There is, he said, some 30 million tons of AHP waste sent to landfill or for incineration globally each year, with 8.5 million tons of it generated in the EU and 900,000 tons in Italy alone.
As a result of the Contarina operation and its support system, however, over one million people are now being served with separate AHP waste collection in Italy.
The success of further micro-plants, Dolce said, will rely on a similarly interlinked structure, needing local authorities to be willing to put in place the segregated collection of the AHPs and waste operator partners willing to invest and operate them.
The technology in place at the Contarina plant has been 3rd party certified for safety in terms of its microbiological sterilization efficacy, with steam penetration into every part of the waste. It also effects the full degradation of any drug residuals.
All of the main components of AHPs are recovered, with the sterilized plastic components being recycled into hard plastic products such as pallets and furniture.
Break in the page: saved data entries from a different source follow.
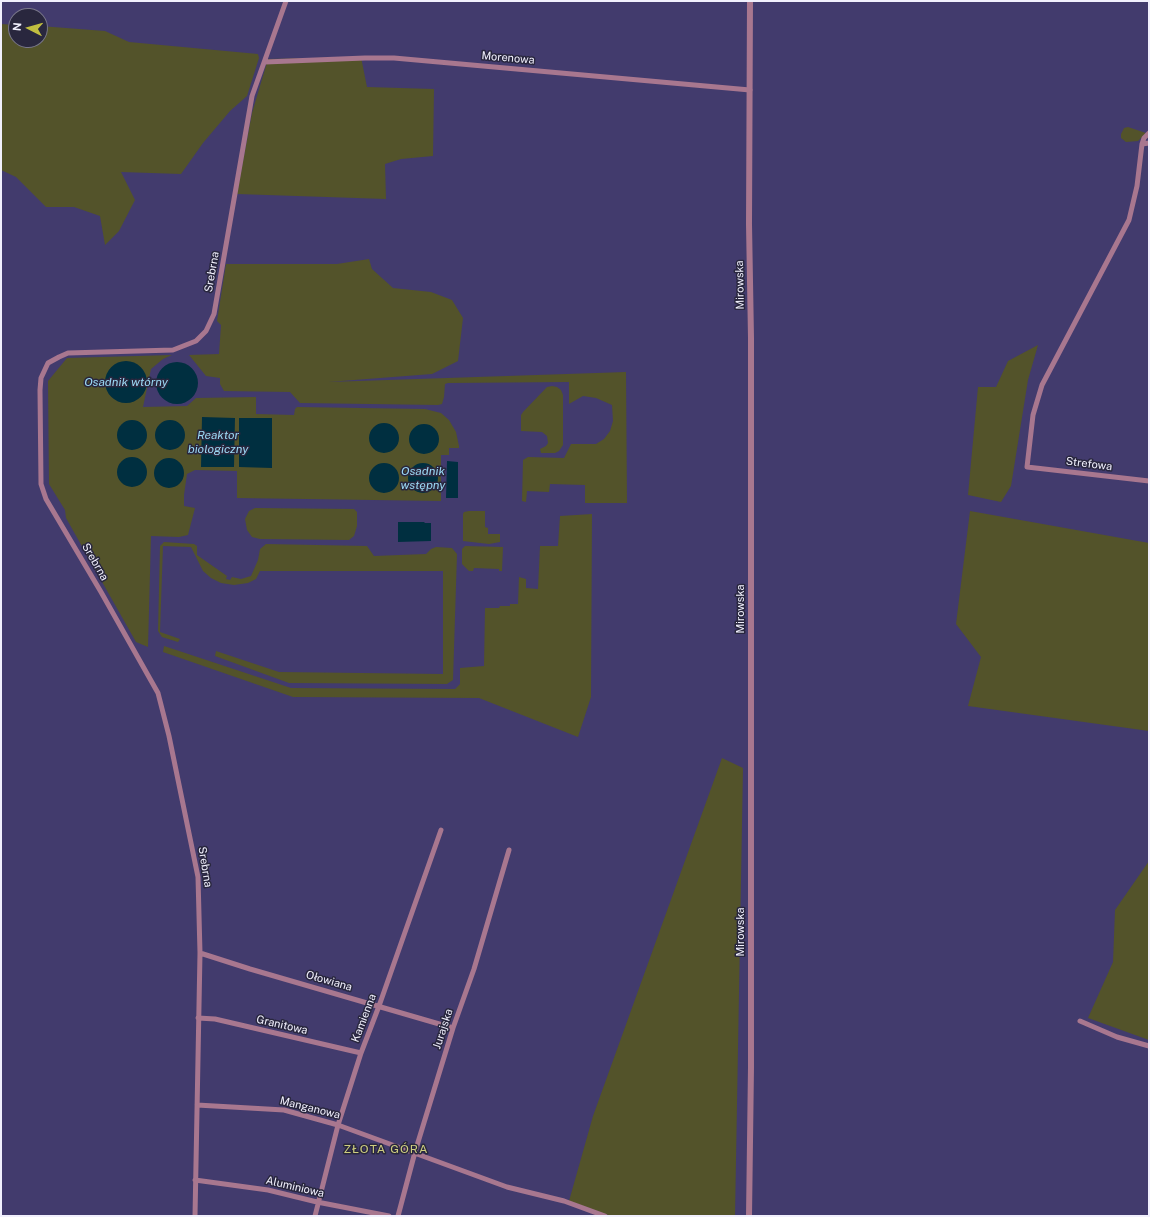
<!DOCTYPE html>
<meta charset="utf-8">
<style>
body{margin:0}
#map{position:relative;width:1150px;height:1217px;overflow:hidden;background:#423b6d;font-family:"Public Sans",sans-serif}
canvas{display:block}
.frame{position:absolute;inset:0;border:2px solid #f1f0fd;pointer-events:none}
.north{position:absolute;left:8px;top:8px;width:40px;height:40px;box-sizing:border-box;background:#29273e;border:1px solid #79778a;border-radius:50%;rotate:276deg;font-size:11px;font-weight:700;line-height:16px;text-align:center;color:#f1f0fd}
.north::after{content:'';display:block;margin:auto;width:14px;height:18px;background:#c1be40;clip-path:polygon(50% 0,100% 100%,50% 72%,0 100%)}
</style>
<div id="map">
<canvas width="1150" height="1217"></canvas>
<div class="frame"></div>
<div class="north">N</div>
</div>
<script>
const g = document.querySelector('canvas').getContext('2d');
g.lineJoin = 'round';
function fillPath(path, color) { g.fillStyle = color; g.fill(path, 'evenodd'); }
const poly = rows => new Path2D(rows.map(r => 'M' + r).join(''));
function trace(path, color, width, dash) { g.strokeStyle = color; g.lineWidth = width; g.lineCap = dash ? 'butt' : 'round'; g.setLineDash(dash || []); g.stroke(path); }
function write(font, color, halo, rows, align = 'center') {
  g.font = font + ' "Public Sans",sans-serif'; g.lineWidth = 3; g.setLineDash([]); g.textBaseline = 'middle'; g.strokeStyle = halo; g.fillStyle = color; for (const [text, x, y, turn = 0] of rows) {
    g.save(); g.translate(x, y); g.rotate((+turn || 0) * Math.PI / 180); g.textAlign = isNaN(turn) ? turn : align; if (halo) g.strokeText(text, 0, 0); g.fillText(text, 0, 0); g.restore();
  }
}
fillPath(poly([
 [1,24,16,25,16,40,40,40,40,26,105,31,129,42,258,54,259,58,247,96,230,111,203,143,181,174,121,172,135,200,119,231,105,245,100,216,74,207,46,207,16,177,1,170],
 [361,57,367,87,434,89,433,156,401,159,385,164,386,199,237,194,252,113,268,59],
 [1128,127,1146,133,1138,141,1126,142,1121,138,1121,134,1124,128],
 [369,259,372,269,393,288,431,292,452,300,463,318,458,361,432,374,328,382,626,372,627,503,585,503,585,485,550,484,549,492,527,491,526,502,522,501,523,460,528,457,564,458,571,444,596,444,604,439,610,431,613,421,612,405,596,398,583,396,569,404,569,382,448,383,445,384,444,397,442,404,438,405,300,403,290,392,224,391,220,384,220,378,206,376,189,355,219,354,221,325,217,321,226,264,337,264],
 [1038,345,1028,380,1011,486,1001,502,968,495,978,387,996,387,1008,361],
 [172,355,163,359,151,369,143,407,187,406,196,398,256,397,256,414,294,415,295,409,297,407,425,409,441,413,449,420,456,432,459,446,459,448,449,448,449,455,441,455,441,501,237,498,237,471,195,470,187,474,184,495,184,506,195,508,188,535,179,537,151,536,148,647,136,642,66,518,65,510,49,484,48,381,67,358],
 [552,386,557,387,561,390,563,395,563,445,559,451,555,453,541,453,540,449,546,446,548,443,547,436,542,432,521,431,521,415,523,412,547,387],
 [255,508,354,509,357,512,357,526,354,536,349,540,260,539,252,537,247,530,245,519,249,511],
 [469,511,485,511,485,527,488,528,488,534,500,534,500,542,489,544,463,541,463,514,464,512],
 [970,511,1149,543,1149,731,968,706,981,657,956,624],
 [592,514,591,697,578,737,479,698,293,697,163,652,164,646,291,688,455,689,460,684,460,668,484,666,485,608,499,608,500,606,510,606,510,604,518,604,519,577,526,579,526,588,538,589,540,546,558,546,560,516],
 [164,542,194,544,197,546,197,555,227,576,226,579,230,580,232,577,241,579,251,576,258,560,260,549,266,544,367,546,374,556,426,554,431,549,436,547,452,548,457,554,453,680,447,684,289,683,215,656,216,651,279,672,443,674,443,571,260,571,256,579,248,583,234,585,221,583,211,578,203,571,191,547,163,546,160,632,180,639,178,642,162,637,158,631,160,546],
 [465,546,503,547,502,571,499,571,499,569,474,568,473,571,469,571,462,564,462,549],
 [722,758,743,768,735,1216,611,1216,569,1201,593,1116],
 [1149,861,1149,1040,1088,1018,1113,962,1115,910]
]), '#53532a');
fillPath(poly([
 '105 382a21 21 0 1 1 42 0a21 21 0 1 1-42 0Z',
 '156 383a21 21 0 1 1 42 0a21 21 0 1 1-42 0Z',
 [202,417,235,418,234,467,201,467],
 [239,418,272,418,272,468,239,467],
 '155 435a15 15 0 1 1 30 0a15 15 0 1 1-30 0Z',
 '117 435a15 15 0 1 1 30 0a15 15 0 1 1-30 0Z',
 '369 438a15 15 0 1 1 30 0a15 15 0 1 1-30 0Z',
 '409 439a15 15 0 1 1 30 0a15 15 0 1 1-30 0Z',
 '117 472a15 15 0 1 1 30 0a15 15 0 1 1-30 0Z',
 '154 473a15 15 0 1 1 30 0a15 15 0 1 1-30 0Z',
 [447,461,458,462,458,498,446,498],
 '408 478a15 15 0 1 1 30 0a15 15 0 1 1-30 0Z',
 '369 478a15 15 0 1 1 30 0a15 15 0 1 1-30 0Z',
 [398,522,424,522,425,523,431,523,431,541,398,542]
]), '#002f40');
trace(poly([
 [265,62,365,58,394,58,750,90],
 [1149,133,1144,138,1142,144,1137,186,1129,220,1042,385,1033,415,1027,467,1149,481],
 [1142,144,1149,143],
 [200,953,250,969,453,1028],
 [198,1018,215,1019,361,1053],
 [1080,1021,1117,1037,1149,1046],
 [197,1105,284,1110,338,1125,507,1187,564,1201,605,1216],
 [195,1180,268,1190,317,1202,389,1216],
 [195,1216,200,953,198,877,169,736,158,693,101,592,46,499,41,484,40,390,41,378,48,363,59,357,68,353,173,350,196,341,206,331,214,314,252,96,286,1],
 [315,1216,338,1125,361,1053,379,1006,441,830],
 [398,1216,415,1152,453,1028,474,969,509,850]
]), '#a8778f', 5);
trace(poly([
 [749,1216,751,1067,751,338,749,224,750,1]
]), '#a8778f', 6);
write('11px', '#f1f0fd', '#29273e', [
 ["Morenowa",508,58,5],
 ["Srebrna",212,272,-80],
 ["Mirowska",740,285,-91],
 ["Strefowa",1089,464,7],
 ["Srebrna",95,562,60],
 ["Mirowska",741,609,-90],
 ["Srebrna",205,867,81],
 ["Mirowska",741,932,-90],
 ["Ołowiana",329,981,16],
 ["Kamienna",364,1018,-69],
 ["Granitowa",282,1025,13],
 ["Jurajska",443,1029,-72],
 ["Manganowa",310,1108,14],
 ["Aluminiowa",295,1187,13]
]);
write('italic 12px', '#9bd9f5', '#29273e', [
 ["Osadnik wtórny",126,382],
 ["Reaktor",218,435],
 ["biologiczny",218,449],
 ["Osadnik",423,471],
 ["wstępny",423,485]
]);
g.letterSpacing = '1px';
write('12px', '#cfce80', '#29273e', [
 ["ZŁOTA GÓRA",386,1149]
]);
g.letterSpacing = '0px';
</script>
The sterilized cellulose finds second life as a viscose fibre component as well as in applications such as seed bed mats, cat litter and paper, while the superabsorbent polymer can be used in products such as industrial absorbers, pet mats and as an industrial densifier.
 

Beyond recycling

The Embraced Project, however, which involves 13 partners in seven EU countries, is now exploring moving beyond recycling to upcycling, with the establishment of an integrated biorefinery in Amsterdam.
“Our research activity is now focused on the identification of new high added value applications for the secondary raw material produced through the recycling process,” Dolce said. “Our focus is particularly on the promotion of the material in sub-sectors of green chemistry, composite materials and agronomy.”
Specifically, the partners are exploring the potential of turning the sterilized cellulose components of AHPs into biostimulants, medical devices and even fragrances.
“How strange,” Dolce concluded, “that a used diaper can actually be turned into a perfume?